§ What you have to do: Take the entries below and return them unchanged.

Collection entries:
==================================================

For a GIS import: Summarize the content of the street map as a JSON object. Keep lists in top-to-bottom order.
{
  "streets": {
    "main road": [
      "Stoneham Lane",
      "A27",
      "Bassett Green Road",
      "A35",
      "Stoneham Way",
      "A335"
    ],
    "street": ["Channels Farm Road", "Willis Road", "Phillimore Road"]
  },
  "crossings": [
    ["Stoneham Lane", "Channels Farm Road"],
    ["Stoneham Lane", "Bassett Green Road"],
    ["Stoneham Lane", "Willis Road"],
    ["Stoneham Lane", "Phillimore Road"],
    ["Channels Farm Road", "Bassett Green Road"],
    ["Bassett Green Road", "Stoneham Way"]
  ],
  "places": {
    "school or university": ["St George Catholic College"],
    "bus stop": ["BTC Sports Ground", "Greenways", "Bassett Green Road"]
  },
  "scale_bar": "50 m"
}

==================================================

§ Solution to this problem:
For a GIS import: Summarize the content of the street map as a JSON object. Keep lists in top-to-bottom order.
{
  "streets": {
    "main road": [
      "Stoneham Lane",
      "A27",
      "Bassett Green Road",
      "A35",
      "Stoneham Way",
      "A335"
    ],
    "street": ["Channels Farm Road", "Willis Road", "Phillimore Road"]
  },
  "crossings": [
    ["Stoneham Lane", "Channels Farm Road"],
    ["Stoneham Lane", "Bassett Green Road"],
    ["Stoneham Lane", "Willis Road"],
    ["Stoneham Lane", "Phillimore Road"],
    ["Channels Farm Road", "Bassett Green Road"],
    ["Bassett Green Road", "Stoneham Way"]
  ],
  "places": {
    "school or university": ["St George Catholic College"],
    "bus stop": ["BTC Sports Ground", "Greenways", "Bassett Green Road"]
  },
  "scale_bar": "50 m"
}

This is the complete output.